→ WHAT THE EXERCISE ASKS
Every line from the one with "Trung Street</p></div><em>100 m</em></li>" through the end of the material should be written out character for character. Lines before it are excluded.

++++++++++++++++++++

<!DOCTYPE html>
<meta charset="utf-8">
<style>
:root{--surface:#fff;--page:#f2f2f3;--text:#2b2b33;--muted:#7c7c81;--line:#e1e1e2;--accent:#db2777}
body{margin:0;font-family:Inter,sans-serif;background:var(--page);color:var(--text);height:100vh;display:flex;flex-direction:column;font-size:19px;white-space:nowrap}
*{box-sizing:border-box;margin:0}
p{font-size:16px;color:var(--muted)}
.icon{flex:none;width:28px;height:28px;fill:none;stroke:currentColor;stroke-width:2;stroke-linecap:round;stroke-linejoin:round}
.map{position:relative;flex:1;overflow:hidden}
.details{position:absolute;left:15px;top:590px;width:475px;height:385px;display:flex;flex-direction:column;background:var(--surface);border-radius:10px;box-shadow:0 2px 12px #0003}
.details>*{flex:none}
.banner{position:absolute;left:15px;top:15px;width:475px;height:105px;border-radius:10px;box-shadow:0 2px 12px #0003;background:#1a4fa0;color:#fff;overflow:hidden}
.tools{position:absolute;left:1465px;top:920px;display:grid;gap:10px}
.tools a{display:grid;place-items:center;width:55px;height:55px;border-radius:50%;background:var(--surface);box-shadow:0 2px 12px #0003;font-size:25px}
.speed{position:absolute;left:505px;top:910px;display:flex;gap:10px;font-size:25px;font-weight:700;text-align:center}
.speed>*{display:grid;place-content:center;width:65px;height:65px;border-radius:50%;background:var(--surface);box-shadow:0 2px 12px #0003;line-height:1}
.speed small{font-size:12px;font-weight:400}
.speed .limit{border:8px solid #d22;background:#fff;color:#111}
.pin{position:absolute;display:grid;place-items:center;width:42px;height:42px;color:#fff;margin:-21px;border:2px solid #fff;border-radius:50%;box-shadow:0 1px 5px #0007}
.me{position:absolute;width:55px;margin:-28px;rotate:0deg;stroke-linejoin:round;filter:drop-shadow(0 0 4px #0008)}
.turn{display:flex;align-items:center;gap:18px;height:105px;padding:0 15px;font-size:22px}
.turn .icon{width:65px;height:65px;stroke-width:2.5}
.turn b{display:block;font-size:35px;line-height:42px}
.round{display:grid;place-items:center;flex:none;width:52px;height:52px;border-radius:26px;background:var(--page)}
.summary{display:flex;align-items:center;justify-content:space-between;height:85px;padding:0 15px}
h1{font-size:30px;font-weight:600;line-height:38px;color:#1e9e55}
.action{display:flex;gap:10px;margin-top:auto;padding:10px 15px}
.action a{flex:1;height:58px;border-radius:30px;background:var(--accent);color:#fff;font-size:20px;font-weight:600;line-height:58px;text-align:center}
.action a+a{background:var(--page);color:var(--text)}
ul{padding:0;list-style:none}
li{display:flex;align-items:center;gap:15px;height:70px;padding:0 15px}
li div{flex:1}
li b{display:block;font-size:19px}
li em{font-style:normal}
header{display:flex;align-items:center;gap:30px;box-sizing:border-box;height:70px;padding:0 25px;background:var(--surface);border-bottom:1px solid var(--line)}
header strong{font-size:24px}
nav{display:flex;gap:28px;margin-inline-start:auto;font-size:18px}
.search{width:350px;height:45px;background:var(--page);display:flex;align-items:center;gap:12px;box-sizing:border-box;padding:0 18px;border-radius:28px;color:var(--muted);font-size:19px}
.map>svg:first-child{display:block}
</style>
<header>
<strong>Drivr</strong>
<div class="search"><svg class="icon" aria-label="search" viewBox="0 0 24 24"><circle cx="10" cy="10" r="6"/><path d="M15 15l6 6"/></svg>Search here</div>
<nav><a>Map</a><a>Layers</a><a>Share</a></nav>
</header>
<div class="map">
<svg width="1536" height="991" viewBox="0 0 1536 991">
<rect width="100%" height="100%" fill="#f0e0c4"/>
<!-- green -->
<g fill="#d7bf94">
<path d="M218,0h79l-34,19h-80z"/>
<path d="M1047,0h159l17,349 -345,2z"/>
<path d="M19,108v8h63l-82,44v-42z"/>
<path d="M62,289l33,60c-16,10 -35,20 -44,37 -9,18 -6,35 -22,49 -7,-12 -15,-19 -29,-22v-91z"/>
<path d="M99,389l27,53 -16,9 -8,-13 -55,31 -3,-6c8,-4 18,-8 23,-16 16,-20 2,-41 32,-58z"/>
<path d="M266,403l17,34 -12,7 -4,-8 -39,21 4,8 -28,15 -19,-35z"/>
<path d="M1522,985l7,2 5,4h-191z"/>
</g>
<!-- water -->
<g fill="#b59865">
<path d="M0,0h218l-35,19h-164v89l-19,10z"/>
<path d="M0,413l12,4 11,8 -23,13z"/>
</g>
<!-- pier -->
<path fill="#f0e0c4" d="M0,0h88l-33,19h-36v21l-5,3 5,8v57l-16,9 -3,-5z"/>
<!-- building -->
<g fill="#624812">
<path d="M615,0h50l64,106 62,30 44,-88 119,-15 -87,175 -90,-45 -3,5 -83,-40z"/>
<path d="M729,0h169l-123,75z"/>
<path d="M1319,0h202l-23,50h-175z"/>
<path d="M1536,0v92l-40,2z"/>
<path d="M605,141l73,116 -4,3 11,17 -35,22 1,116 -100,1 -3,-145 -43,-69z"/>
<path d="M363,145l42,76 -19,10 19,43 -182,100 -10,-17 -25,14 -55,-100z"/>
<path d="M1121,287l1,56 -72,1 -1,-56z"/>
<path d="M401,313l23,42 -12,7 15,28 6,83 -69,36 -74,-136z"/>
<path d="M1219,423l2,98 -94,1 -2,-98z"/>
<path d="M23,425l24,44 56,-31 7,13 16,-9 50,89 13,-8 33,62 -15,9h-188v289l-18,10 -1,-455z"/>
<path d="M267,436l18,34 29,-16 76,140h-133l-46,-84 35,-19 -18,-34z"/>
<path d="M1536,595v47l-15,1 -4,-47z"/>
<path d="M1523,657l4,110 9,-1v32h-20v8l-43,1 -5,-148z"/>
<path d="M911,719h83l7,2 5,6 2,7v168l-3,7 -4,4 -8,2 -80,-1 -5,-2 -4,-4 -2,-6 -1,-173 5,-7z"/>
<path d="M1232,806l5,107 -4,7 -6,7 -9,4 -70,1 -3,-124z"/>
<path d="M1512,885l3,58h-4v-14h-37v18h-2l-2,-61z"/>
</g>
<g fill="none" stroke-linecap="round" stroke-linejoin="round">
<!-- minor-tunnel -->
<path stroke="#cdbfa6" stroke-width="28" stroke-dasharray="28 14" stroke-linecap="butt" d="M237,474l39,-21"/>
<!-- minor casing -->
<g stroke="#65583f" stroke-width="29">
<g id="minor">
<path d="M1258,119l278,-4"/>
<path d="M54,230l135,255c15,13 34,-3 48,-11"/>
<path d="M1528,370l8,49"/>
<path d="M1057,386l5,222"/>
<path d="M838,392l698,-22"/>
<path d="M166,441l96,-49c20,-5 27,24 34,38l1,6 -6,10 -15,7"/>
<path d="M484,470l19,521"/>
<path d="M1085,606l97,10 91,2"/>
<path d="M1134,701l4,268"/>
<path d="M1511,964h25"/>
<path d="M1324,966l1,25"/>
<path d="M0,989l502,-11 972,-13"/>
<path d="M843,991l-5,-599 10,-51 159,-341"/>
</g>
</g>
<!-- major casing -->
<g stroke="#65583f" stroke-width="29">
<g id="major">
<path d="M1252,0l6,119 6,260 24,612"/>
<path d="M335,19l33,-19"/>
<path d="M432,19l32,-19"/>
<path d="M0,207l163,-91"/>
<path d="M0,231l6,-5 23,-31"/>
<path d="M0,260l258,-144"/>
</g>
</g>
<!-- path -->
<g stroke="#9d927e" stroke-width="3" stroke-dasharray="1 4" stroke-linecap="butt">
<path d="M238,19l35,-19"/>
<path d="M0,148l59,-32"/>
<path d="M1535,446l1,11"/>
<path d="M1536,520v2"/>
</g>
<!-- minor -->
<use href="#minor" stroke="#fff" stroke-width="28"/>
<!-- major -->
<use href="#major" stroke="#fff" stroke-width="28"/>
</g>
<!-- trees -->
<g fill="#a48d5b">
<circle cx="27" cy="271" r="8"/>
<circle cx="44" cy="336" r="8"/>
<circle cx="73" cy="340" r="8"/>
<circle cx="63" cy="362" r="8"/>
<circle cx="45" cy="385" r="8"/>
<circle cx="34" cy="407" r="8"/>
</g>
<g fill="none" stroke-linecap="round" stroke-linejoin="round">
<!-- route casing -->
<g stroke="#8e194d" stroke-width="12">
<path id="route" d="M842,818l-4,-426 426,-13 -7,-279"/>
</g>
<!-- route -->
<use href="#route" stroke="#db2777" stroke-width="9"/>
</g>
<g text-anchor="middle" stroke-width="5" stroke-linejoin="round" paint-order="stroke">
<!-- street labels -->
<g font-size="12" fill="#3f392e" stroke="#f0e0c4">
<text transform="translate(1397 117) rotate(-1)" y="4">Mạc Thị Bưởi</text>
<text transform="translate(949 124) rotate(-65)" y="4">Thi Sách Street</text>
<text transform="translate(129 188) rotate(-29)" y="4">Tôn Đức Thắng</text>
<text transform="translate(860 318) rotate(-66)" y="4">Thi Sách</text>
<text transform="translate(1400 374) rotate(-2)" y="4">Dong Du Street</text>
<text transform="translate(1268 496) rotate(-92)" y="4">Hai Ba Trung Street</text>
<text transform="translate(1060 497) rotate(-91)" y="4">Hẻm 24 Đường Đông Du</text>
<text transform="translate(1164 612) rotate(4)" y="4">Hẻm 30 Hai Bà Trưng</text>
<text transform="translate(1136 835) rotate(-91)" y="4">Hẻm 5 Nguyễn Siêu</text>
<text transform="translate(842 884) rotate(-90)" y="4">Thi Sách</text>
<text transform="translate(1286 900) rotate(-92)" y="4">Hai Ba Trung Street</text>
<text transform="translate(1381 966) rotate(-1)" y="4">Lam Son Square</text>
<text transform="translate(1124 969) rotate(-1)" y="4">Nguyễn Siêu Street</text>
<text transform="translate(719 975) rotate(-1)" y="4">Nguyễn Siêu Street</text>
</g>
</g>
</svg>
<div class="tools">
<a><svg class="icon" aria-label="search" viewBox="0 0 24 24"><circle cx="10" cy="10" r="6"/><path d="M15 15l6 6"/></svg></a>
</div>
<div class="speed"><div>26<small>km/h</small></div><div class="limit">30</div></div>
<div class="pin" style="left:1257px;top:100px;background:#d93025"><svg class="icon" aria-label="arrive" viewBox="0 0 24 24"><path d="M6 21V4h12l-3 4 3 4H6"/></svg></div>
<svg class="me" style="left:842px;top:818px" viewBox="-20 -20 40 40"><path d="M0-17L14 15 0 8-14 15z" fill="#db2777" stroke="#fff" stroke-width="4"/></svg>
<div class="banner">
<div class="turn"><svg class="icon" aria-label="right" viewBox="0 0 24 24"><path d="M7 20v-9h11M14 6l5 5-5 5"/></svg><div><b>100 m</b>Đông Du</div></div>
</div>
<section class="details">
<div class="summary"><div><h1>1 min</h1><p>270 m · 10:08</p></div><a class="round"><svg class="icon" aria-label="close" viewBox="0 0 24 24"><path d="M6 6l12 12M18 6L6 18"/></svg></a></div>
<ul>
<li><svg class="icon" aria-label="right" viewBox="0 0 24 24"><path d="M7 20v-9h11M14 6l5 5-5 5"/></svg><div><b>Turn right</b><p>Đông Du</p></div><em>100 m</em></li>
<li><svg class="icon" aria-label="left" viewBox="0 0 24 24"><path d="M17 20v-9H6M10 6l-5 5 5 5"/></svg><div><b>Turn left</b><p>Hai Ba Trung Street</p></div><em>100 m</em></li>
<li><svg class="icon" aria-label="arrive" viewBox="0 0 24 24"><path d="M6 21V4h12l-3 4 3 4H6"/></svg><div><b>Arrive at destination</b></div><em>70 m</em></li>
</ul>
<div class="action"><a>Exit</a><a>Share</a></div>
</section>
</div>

++++++++++++++++++++

→ RESULT OF THE TASK
<li><svg class="icon" aria-label="left" viewBox="0 0 24 24"><path d="M17 20v-9H6M10 6l-5 5 5 5"/></svg><div><b>Turn left</b><p>Hai Ba Trung Street</p></div><em>100 m</em></li>
<li><svg class="icon" aria-label="arrive" viewBox="0 0 24 24"><path d="M6 21V4h12l-3 4 3 4H6"/></svg><div><b>Arrive at destination</b></div><em>70 m</em></li>
</ul>
<div class="action"><a>Exit</a><a>Share</a></div>
</section>
</div>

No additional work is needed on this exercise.